North Cornwall · PL28
Extensions that reads Treyarnon properly
Extensions are the bread and butter of Cornish homes — adding the kitchen-diner the original layout never had, the bedroom for a growing family, or the light and views the back of the house should always have had. A Treyarnon brief starts on the street, not the screen — Treyarnon is a holiday-coast settlement in the PL28 area, with strong second-home demand and exposed coastal building conditions, with a building stock that leans toward holiday lets and detached houses.

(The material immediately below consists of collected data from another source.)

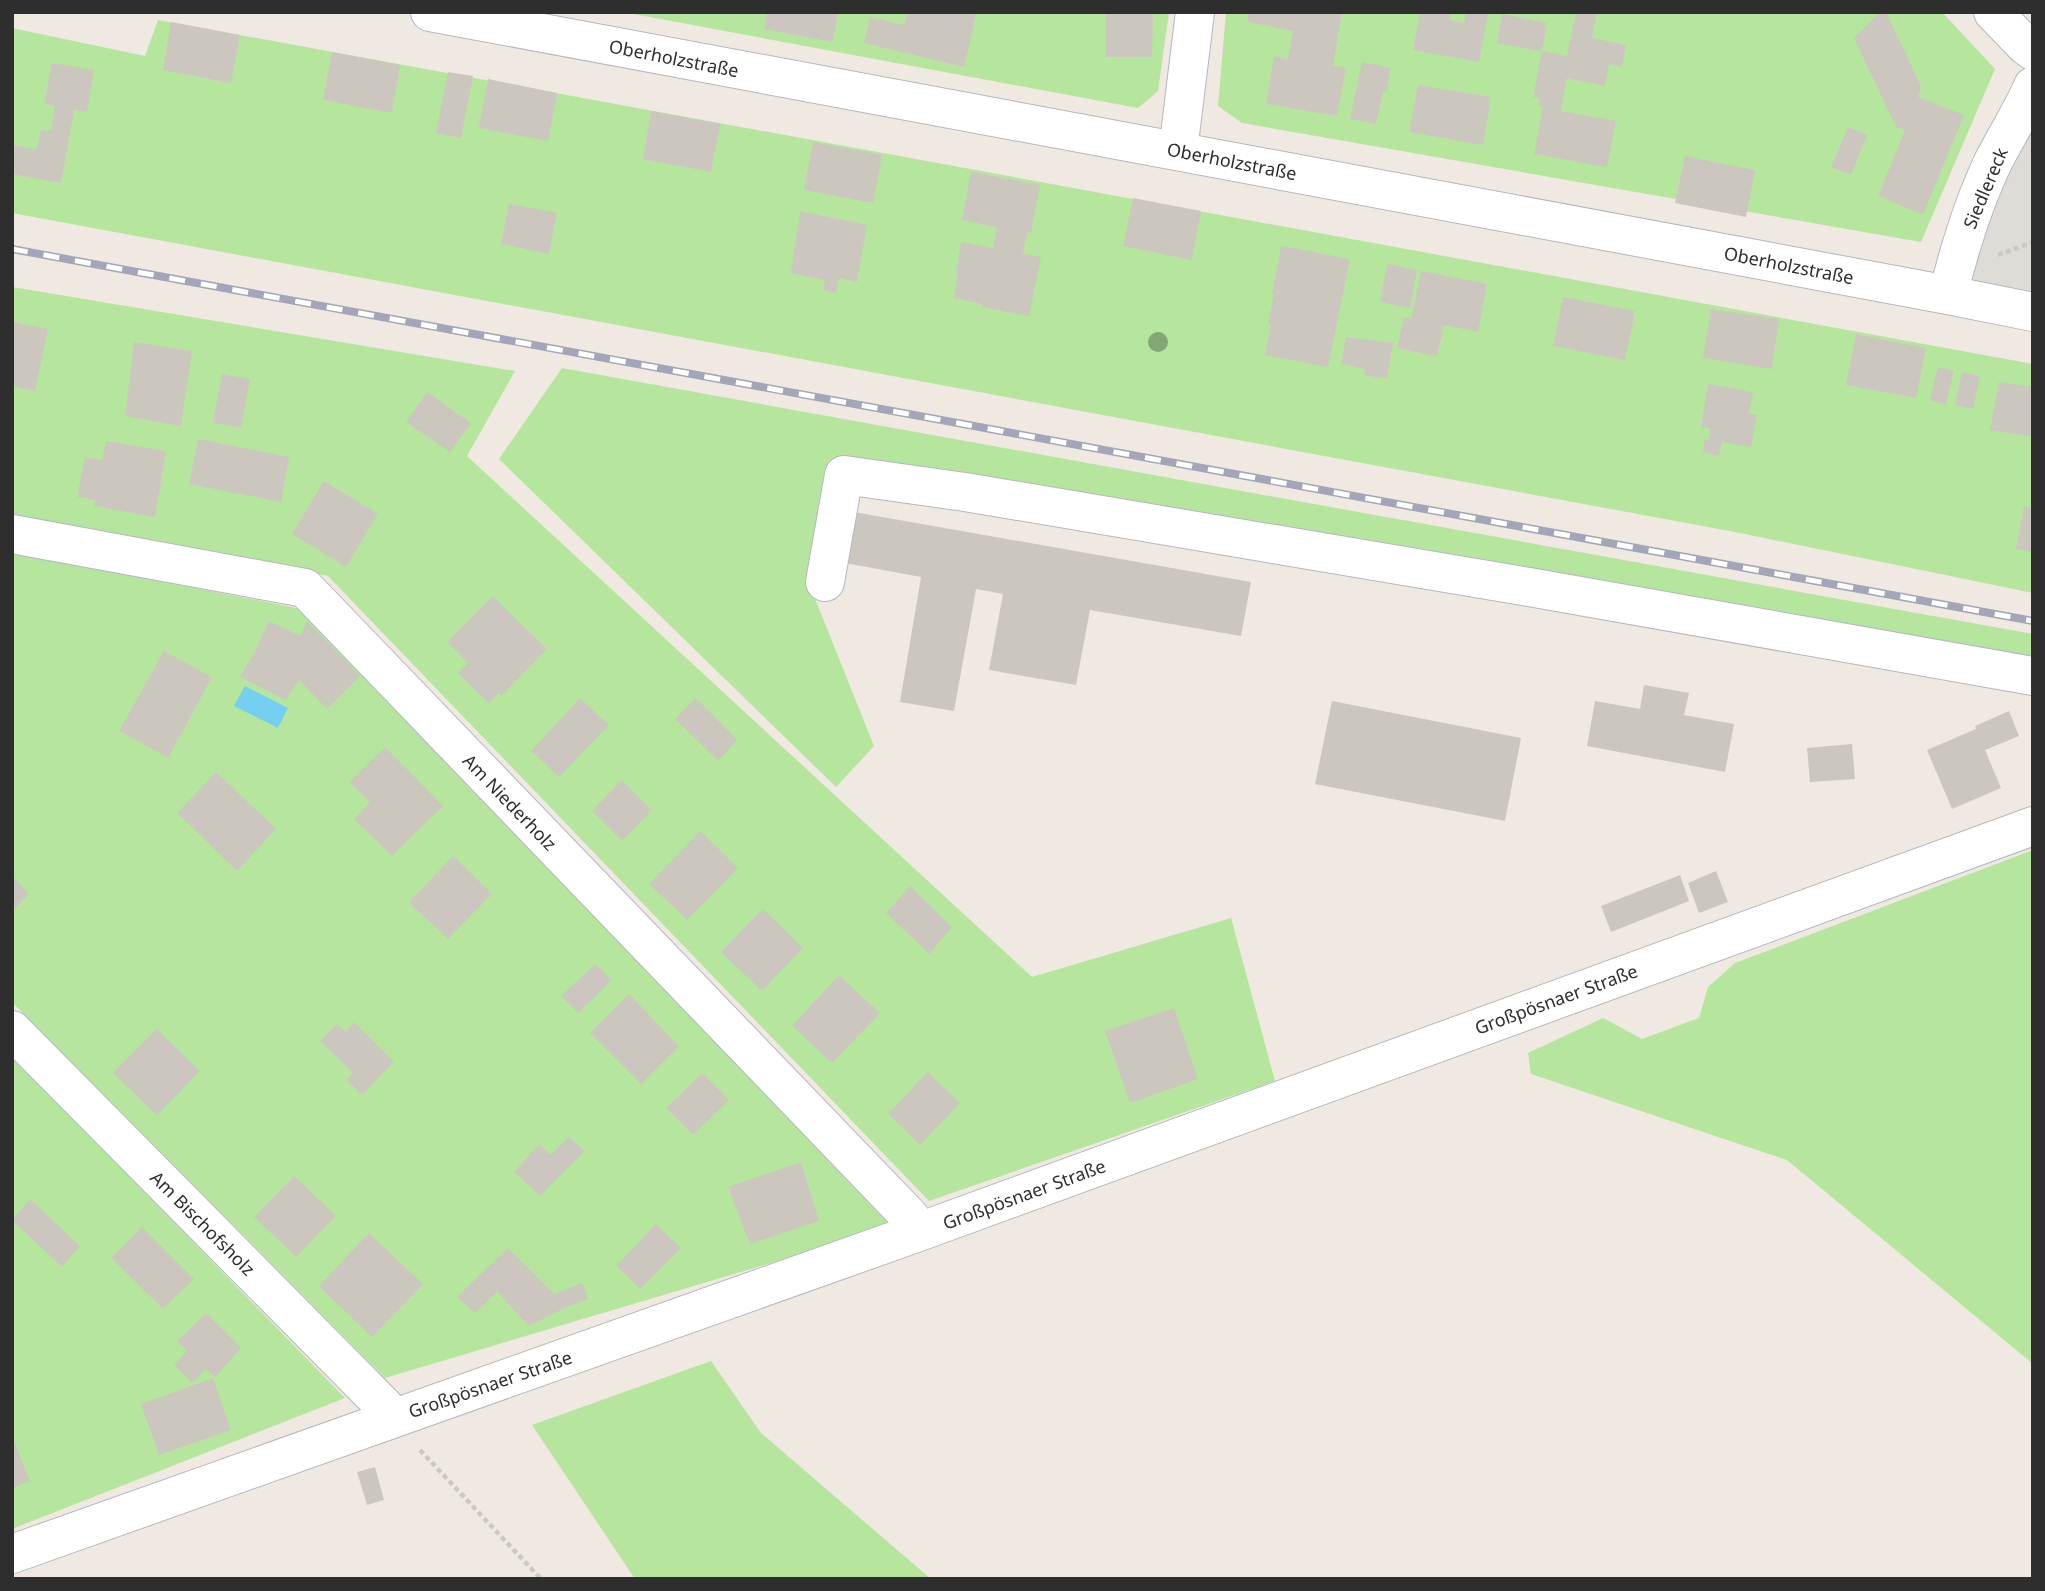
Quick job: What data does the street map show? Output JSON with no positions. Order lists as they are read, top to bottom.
{
  "streets": {
    "street": [
      "Oberholzstraße",
      "Siedlereck",
      "Am Niederholz",
      "Großpösnaer Straße",
      "Am Bischofsholz"
    ]
  },
  "crossings": [
    ["Oberholzstraße", "Siedlereck"],
    ["Am Niederholz", "Großpösnaer Straße"],
    ["Großpösnaer Straße", "Am Bischofsholz"]
  ]
}
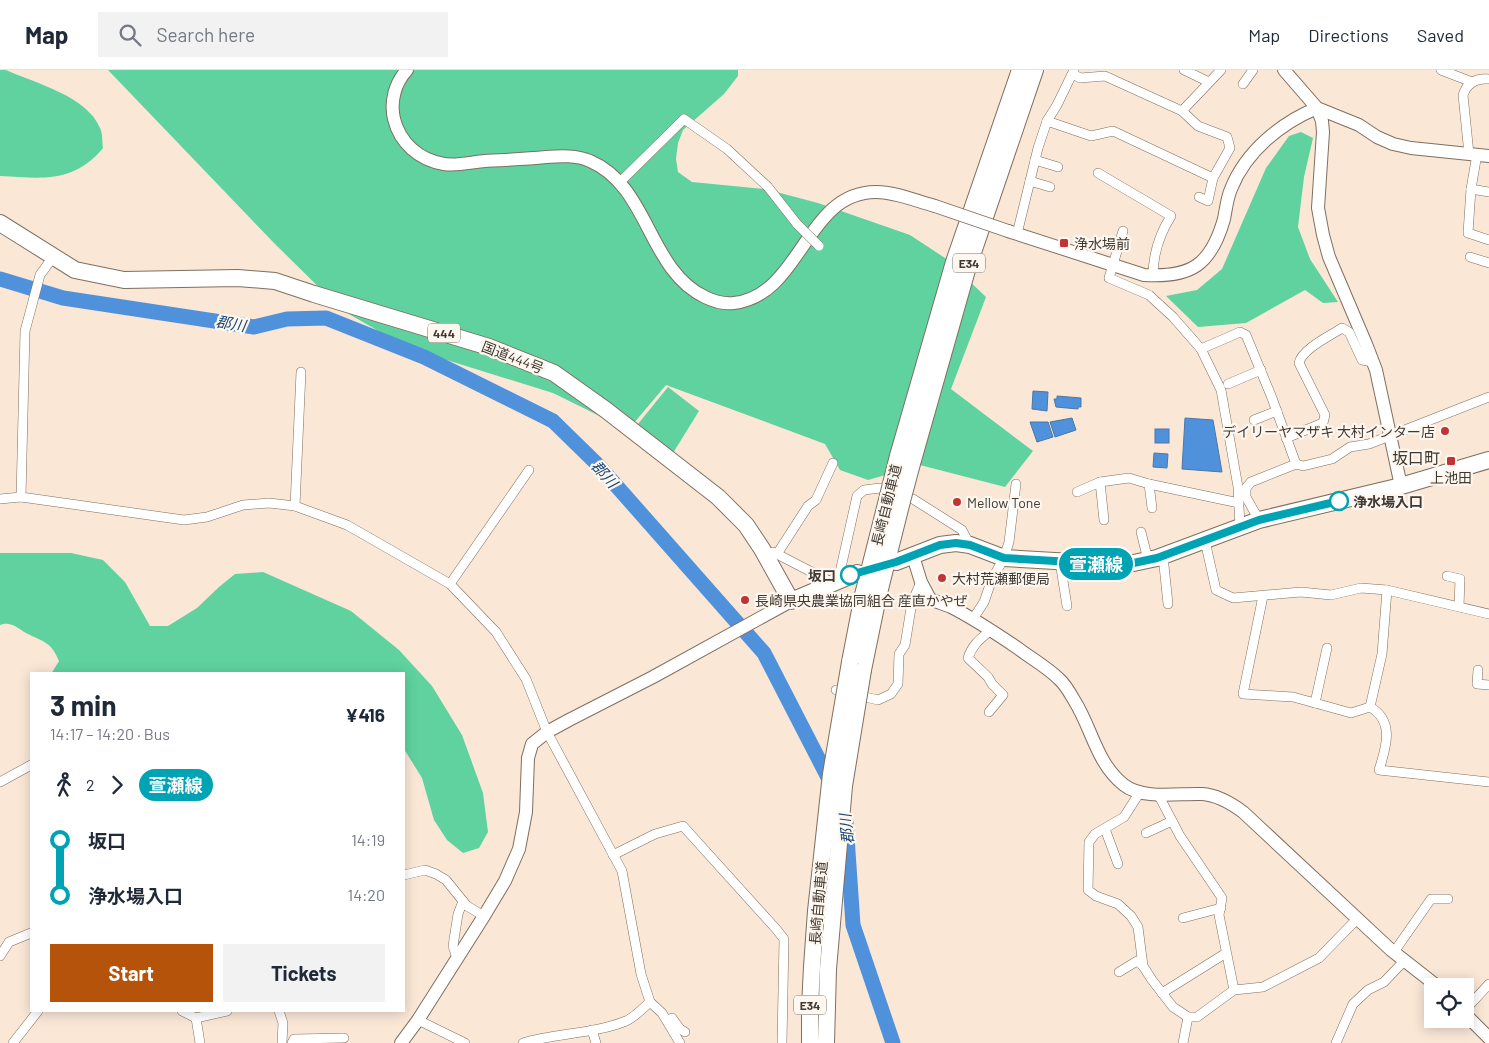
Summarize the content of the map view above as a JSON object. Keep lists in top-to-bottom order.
{
  "streets": {
    "highway": [
      "E34",
      "444",
      "国道444号",
      "長崎自動車道"
    ]
  },
  "districts": ["坂口町"],
  "water": ["郡川"],
  "places": {
    "transit": ["浄水場前", "上池田"],
    "other": [
      "デイリーヤマザキ 大村インター店",
      "浄水場入口",
      "Mellow Tone",
      "坂口",
      "大村荒瀬郵便局",
      "長崎県央農業協同組合 産直かやぜ"
    ]
  },
  "lines": ["bus line 萱瀬線"],
  "page": {
    "header": "Map",
    "search": "Search here",
    "nav": ["Map", "Directions", "Saved"],
    "on_map": "萱瀬線",
    "heading": ["3 min", "14:17 – 14:20 · Bus", "¥416"],
    "legs": ["2", "萱瀬線"],
    "list": [
      {
        "name": "坂口",
        "value": "14:19"
      },
      {
        "name": "浄水場入口",
        "value": "14:20"
      }
    ],
    "buttons": ["Start", "Tickets"]
  }
}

Treyarnon sits in North Cornwall — covering PL28 from Padstow, St Eval, Trevone outward.
- Cornwall AONB
- Coastal exposure zone
- ✓ Measured-survey accuracy from day one
- ✓ One studio — design, planning and build under one roof
- ✓ Local to North Cornwall — not a national franchise
- ✓ Same team on paper as on site
Local watch-list
Common Treyarnon pitfalls we plan around.
Watch #1
AONB landscape-impact scrutiny on visible elevations
Watch #2
Coastal exposure driving fixing, render and joinery spec
Who this is for
Treyarnon runs the full mix — owner-occupier, holiday-let, commercial and the occasional smallholding — so we scope every extension enquiry from the use-class up.
Local context
Why Treyarnon is its own job.
Around Treyarnon (PL28), planning scrutiny often focuses on visual impact, occupancy, parking, overlooking and whether replacement buildings respect the coastal edge. For extension specifically, the surrounding landscape falls inside the Cornwall Area of Outstanding Natural Beauty, so massing, height and landscape impact carry extra weight in any planning decision; coastal salt-laden air around Treyarnon drives detailing choices — fixings, render systems and timber treatments all need to be specified for exposure. Reading Treyarnon properly up front saves more time than any drawing tool ever will. Most of our extension work in Treyarnon lands on holiday lets, with detailing that has to nod to the wider St Eval streetscape.
Planning note
Most extensions in Cornwall are either permitted development or a straightforward householder application — but Conservation Area and AONB sites need a more careful design conversation upfront.
What we focus on
Extensions considerations specific to Treyarnon.
01
Wind and sea-spray exposure can drive material choices on west-facing extensions; we detail accordingly.
02
Drainage on older Cornish properties is rarely on a clean modern map; CCTV survey before design is often money well spent.
03
Cornish granite and slate-hung walls react differently to new openings than modern brickwork — lintel choice and structural sequencing matter.
04
Extensions over a certain proportion of the original house trigger full Part L upgrade obligations to the existing building — worth knowing before brief is set.
Our process
How a Treyarnon extension project runs.
Step 1
Brief
We meet on site, talk through how you live now and what's missing from the current layout.
Step 2
Design
Two or three sketch directions with rough budgets, then refinement of the chosen route.
Step 3
Approvals
Planning or Cert of Lawfulness, then a full building regs package.
Step 4
Build
Either through your own builder with our drawings, or as a full build by our team.
Step 5
Handover
Snag, certify, hand over the keys to your new space.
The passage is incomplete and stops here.